▶ EXERCISE GOAL: When a line of the material has the word "family" in it, copy that line.

▶ EXCERPTED RECORDS:
* * *

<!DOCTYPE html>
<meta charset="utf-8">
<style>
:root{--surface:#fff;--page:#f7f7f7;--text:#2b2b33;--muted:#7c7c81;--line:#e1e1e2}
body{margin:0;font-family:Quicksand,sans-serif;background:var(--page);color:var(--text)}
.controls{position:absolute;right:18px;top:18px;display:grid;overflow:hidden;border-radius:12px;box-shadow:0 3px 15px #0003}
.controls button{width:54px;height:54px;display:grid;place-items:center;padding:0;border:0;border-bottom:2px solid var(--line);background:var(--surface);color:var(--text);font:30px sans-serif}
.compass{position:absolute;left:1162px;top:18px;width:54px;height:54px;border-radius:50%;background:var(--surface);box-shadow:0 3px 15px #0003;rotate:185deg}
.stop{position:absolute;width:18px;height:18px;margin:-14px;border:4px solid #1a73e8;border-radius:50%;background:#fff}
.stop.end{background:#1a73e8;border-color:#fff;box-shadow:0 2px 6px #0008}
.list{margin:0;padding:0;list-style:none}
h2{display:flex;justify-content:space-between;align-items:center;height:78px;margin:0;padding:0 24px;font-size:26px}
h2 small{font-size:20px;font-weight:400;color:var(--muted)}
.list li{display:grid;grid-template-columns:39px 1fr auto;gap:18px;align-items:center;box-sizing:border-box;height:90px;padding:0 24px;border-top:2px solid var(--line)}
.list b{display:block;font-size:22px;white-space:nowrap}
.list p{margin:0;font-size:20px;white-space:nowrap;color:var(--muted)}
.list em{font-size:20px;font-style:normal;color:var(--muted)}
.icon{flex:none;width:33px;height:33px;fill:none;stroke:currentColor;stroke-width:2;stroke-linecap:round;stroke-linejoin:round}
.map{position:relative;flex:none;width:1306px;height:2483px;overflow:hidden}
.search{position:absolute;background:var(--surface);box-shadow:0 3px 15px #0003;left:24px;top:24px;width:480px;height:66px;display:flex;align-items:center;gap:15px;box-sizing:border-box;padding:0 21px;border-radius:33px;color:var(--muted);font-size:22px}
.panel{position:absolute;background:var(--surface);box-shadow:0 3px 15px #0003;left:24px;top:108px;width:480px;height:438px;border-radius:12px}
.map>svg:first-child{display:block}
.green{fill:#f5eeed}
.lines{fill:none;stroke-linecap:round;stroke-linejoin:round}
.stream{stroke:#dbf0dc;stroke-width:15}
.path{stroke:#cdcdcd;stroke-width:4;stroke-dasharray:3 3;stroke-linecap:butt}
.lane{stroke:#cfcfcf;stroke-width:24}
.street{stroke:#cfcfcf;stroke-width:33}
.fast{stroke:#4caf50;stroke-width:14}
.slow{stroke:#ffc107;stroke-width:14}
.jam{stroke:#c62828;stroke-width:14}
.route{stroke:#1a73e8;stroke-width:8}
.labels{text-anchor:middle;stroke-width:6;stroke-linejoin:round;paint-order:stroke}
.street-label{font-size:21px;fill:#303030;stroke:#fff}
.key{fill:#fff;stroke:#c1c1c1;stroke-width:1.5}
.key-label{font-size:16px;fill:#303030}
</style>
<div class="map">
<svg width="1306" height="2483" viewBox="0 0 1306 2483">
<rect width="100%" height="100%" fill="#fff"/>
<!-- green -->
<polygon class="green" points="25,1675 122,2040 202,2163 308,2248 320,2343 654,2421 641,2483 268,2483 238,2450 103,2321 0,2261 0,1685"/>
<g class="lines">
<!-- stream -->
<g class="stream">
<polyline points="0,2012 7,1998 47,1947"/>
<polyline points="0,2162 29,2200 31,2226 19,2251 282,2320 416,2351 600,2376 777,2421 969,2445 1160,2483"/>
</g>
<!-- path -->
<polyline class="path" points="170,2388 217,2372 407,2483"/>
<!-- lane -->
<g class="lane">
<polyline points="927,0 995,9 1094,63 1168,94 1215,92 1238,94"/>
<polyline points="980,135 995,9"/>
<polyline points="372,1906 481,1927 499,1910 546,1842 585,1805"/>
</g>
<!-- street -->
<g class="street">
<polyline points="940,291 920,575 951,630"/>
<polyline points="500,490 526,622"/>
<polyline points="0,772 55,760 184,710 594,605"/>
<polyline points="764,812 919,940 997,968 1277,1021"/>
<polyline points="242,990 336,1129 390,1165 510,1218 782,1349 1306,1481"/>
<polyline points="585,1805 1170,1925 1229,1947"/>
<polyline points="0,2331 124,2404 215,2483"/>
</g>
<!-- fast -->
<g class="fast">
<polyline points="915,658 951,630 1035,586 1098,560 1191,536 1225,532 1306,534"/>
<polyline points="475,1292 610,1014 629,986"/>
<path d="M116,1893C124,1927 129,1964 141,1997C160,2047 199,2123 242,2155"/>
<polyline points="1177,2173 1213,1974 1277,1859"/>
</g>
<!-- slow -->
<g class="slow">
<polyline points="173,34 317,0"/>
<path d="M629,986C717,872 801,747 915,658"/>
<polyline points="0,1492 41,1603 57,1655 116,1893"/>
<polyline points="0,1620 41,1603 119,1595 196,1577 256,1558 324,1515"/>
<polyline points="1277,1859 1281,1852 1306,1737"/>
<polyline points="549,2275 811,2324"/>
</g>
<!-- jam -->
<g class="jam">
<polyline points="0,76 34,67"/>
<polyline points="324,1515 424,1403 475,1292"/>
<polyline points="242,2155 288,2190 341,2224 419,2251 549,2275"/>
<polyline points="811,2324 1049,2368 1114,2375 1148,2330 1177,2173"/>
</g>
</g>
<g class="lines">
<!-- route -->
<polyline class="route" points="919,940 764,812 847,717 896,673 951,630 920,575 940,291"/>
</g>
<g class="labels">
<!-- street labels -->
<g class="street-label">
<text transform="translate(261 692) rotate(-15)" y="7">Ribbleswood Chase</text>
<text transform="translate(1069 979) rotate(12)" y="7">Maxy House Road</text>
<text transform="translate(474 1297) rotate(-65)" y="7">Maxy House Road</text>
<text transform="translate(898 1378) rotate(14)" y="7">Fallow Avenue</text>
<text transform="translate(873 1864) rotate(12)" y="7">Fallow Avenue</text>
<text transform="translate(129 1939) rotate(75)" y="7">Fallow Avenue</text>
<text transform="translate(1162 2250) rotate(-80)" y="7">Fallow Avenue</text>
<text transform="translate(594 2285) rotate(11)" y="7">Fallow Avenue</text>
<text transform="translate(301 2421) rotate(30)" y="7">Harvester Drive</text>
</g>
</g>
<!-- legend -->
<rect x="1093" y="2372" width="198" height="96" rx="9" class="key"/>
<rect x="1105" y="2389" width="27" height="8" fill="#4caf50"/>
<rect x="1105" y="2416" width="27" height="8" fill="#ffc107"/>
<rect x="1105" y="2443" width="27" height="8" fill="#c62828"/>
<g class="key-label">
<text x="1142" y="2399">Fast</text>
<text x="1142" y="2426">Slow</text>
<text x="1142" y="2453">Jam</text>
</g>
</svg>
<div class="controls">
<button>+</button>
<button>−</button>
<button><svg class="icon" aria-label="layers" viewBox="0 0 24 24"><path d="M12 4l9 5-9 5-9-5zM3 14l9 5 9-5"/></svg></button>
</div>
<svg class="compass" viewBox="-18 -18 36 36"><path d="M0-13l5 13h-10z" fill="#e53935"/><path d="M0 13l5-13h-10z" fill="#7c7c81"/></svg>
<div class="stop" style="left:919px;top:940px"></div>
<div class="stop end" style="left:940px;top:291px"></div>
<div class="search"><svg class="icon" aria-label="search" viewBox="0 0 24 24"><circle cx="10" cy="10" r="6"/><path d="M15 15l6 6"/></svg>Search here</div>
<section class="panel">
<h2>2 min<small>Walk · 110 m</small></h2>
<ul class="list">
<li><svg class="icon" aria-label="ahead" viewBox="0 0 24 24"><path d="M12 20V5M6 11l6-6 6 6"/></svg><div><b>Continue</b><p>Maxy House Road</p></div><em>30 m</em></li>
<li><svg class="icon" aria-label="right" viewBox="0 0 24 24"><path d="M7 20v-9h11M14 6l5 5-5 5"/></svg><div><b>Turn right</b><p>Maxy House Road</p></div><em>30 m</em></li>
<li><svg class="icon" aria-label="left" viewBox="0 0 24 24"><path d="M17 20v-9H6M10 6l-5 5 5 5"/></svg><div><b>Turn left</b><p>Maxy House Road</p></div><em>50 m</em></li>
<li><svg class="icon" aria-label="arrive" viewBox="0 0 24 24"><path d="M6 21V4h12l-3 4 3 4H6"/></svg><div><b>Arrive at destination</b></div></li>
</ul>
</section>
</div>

* * *

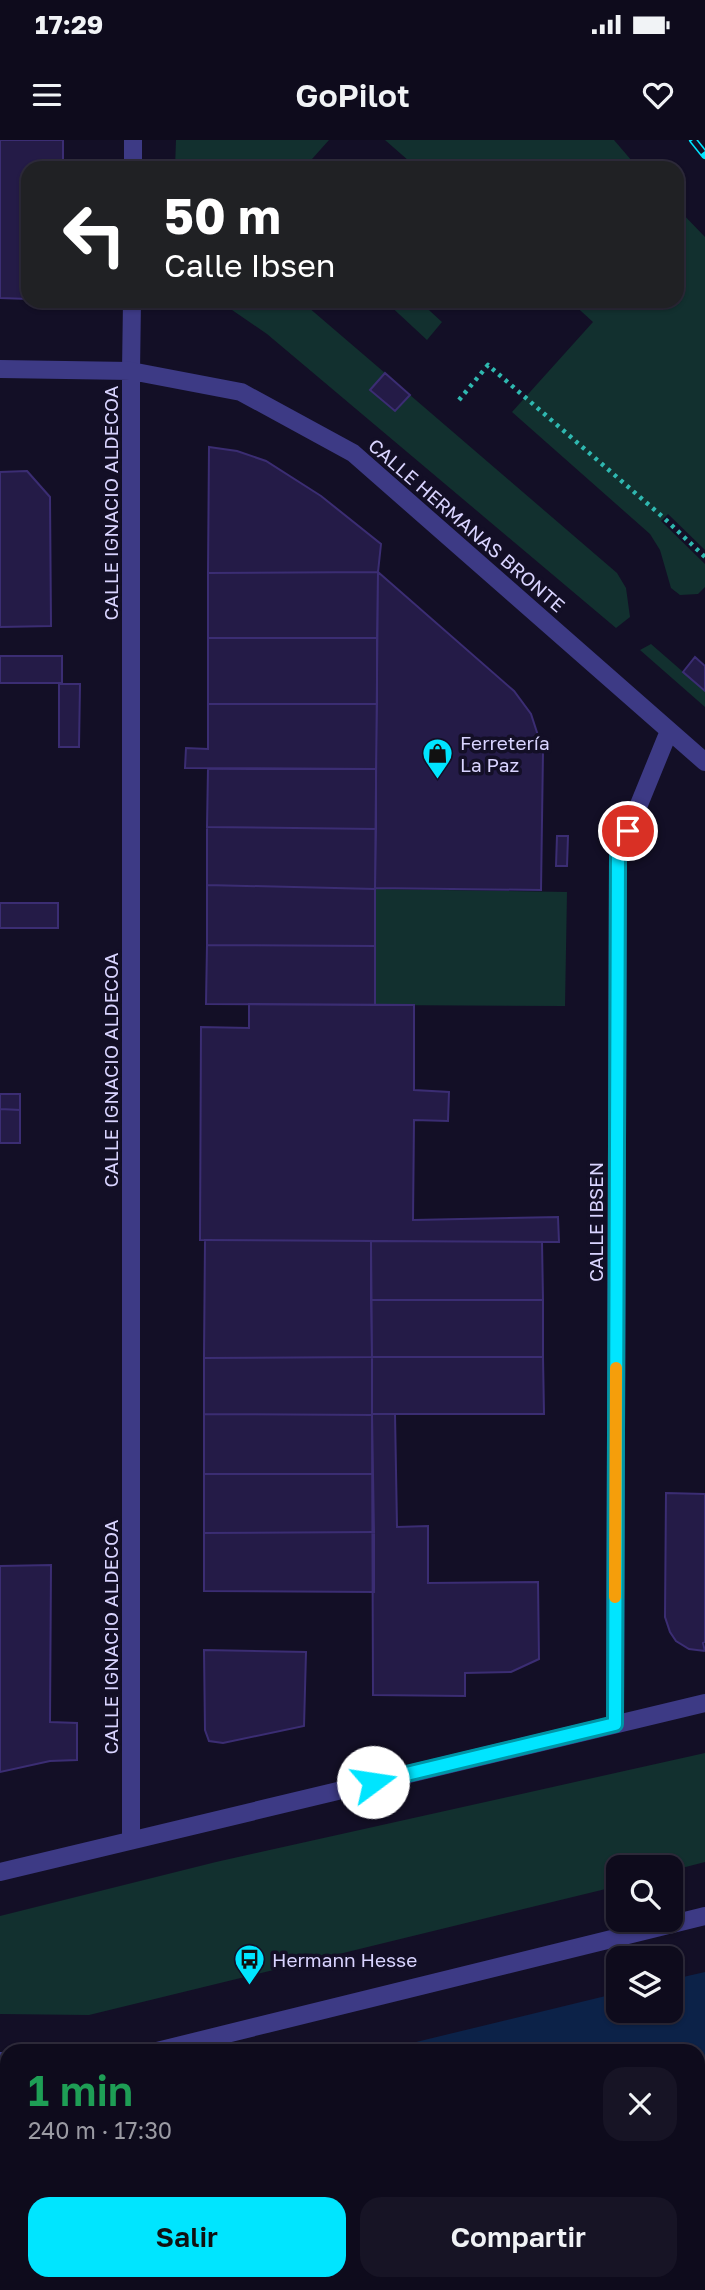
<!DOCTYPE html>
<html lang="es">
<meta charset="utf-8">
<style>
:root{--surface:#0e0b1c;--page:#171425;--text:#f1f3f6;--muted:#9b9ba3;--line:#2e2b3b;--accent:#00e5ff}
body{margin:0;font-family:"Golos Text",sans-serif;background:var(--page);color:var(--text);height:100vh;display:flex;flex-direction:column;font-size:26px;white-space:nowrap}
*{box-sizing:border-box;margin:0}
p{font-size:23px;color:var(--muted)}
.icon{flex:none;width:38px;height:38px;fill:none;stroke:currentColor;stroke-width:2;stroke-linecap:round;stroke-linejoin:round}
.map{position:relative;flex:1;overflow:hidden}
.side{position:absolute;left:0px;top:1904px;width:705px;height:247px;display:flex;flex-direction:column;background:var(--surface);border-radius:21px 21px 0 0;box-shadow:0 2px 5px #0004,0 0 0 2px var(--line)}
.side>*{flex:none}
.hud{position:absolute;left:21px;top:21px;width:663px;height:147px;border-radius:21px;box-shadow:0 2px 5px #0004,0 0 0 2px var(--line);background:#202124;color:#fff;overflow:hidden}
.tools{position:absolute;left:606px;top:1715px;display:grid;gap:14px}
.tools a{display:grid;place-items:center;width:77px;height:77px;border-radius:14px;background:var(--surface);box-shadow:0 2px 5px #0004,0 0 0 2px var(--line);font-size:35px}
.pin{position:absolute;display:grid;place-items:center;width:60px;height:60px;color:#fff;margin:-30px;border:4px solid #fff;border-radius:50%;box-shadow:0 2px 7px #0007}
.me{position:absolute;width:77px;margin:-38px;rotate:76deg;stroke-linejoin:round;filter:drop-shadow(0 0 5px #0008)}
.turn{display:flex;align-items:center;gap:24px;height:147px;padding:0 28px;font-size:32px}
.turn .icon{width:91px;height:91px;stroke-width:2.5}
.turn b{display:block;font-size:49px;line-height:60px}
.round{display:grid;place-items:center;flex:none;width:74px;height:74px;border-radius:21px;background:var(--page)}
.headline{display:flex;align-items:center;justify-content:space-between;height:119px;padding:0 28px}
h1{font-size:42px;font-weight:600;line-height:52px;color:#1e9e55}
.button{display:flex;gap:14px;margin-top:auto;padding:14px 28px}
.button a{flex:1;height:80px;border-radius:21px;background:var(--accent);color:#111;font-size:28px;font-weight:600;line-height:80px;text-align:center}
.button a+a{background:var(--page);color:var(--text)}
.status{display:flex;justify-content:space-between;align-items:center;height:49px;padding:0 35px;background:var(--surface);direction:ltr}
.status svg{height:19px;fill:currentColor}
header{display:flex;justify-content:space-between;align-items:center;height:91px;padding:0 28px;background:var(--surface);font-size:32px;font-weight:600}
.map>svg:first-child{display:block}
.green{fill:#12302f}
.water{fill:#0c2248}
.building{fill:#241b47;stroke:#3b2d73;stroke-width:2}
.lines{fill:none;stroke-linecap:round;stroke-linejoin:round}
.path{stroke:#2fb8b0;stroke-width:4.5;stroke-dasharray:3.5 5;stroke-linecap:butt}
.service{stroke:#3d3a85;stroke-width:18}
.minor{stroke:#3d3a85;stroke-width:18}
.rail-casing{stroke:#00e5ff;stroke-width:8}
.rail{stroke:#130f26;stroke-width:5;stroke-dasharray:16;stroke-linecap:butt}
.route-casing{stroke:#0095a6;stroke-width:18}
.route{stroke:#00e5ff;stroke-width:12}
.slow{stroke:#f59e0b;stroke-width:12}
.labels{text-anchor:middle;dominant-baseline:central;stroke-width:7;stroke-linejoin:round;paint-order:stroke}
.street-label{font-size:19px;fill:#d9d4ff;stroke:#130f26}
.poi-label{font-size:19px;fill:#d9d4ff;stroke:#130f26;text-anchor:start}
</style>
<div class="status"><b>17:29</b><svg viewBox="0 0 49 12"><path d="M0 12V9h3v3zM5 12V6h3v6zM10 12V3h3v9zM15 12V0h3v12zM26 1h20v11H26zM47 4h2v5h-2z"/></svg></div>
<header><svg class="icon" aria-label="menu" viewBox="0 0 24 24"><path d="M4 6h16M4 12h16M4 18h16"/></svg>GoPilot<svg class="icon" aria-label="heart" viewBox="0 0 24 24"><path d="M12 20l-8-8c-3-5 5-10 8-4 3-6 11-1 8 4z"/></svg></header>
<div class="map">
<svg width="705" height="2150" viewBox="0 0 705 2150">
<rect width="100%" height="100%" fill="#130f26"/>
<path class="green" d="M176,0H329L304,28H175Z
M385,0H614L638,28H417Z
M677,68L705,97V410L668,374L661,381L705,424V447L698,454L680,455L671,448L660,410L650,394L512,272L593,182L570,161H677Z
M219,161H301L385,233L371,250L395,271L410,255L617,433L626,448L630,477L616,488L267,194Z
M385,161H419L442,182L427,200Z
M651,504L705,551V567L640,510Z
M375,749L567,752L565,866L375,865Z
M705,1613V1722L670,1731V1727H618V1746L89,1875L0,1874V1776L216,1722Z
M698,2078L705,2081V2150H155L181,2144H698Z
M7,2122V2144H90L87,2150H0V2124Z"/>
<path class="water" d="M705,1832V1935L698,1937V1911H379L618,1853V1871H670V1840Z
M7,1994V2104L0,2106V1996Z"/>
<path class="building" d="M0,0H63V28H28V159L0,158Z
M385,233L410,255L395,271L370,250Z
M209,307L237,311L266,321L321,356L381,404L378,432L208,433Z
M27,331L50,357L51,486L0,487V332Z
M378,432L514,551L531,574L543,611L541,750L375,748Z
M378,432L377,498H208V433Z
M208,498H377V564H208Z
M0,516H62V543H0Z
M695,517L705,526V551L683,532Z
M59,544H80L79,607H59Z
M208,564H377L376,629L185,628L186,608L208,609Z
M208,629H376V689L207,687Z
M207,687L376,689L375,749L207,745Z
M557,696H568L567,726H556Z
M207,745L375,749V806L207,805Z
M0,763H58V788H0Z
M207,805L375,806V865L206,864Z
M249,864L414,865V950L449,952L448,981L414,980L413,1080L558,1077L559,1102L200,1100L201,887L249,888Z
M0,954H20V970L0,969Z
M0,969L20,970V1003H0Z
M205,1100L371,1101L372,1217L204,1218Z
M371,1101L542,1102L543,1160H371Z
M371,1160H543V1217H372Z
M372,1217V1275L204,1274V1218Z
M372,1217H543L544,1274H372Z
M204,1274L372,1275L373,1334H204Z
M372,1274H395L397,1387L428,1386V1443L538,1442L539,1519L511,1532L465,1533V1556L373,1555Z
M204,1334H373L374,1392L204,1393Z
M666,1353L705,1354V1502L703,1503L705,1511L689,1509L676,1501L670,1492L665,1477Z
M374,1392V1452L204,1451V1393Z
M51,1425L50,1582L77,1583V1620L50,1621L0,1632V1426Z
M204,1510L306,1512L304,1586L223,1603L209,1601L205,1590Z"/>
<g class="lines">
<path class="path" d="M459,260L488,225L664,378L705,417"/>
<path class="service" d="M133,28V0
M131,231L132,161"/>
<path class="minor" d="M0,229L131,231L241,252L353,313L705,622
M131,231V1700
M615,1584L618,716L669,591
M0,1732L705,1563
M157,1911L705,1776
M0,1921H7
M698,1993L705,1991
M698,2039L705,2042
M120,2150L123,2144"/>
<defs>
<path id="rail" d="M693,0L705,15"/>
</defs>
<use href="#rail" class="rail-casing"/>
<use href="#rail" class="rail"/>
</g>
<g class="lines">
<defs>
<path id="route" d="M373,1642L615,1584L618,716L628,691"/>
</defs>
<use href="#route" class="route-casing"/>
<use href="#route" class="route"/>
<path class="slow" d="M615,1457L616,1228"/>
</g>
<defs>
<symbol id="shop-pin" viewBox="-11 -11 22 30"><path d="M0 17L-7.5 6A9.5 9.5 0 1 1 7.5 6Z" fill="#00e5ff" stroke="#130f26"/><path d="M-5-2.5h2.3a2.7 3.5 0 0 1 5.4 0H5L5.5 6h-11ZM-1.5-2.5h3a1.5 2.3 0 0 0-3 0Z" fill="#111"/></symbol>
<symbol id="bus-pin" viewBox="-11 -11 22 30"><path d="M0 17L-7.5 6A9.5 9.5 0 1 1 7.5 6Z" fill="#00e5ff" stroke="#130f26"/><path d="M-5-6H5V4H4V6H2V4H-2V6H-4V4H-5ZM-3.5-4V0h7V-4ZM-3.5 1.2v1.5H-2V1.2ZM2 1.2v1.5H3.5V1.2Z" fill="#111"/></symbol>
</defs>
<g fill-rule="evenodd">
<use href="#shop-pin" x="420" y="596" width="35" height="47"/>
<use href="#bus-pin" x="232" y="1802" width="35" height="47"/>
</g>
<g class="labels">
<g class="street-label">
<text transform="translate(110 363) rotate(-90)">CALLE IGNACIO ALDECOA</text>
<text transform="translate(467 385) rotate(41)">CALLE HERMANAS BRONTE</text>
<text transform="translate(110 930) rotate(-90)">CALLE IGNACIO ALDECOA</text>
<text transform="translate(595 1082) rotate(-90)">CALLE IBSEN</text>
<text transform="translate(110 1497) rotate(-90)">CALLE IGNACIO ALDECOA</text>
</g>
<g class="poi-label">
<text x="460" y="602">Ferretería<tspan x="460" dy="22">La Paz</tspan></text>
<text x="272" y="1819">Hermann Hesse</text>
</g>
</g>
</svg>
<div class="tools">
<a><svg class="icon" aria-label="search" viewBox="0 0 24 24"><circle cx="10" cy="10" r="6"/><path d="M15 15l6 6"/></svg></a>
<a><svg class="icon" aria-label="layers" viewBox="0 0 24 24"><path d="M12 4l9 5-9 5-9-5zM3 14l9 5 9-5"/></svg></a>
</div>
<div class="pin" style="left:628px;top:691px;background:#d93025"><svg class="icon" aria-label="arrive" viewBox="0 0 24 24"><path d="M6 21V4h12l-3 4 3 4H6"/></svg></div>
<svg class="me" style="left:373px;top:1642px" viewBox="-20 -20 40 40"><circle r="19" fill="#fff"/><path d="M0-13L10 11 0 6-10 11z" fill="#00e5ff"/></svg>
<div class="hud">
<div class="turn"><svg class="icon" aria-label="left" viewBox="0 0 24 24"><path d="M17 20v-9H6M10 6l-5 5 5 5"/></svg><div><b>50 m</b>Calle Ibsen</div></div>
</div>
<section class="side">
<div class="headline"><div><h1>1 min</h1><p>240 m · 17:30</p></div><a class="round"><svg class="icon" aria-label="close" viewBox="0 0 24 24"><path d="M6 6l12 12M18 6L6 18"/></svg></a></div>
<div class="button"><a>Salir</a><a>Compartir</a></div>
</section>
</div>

* * *

▶ THE ANSWER:
body{margin:0;font-family:Quicksand,sans-serif;background:var(--page);color:var(--text)}
body{margin:0;font-family:"Golos Text",sans-serif;background:var(--page);color:var(--text);height:100vh;display:flex;flex-direction:column;font-size:26px;white-space:nowrap}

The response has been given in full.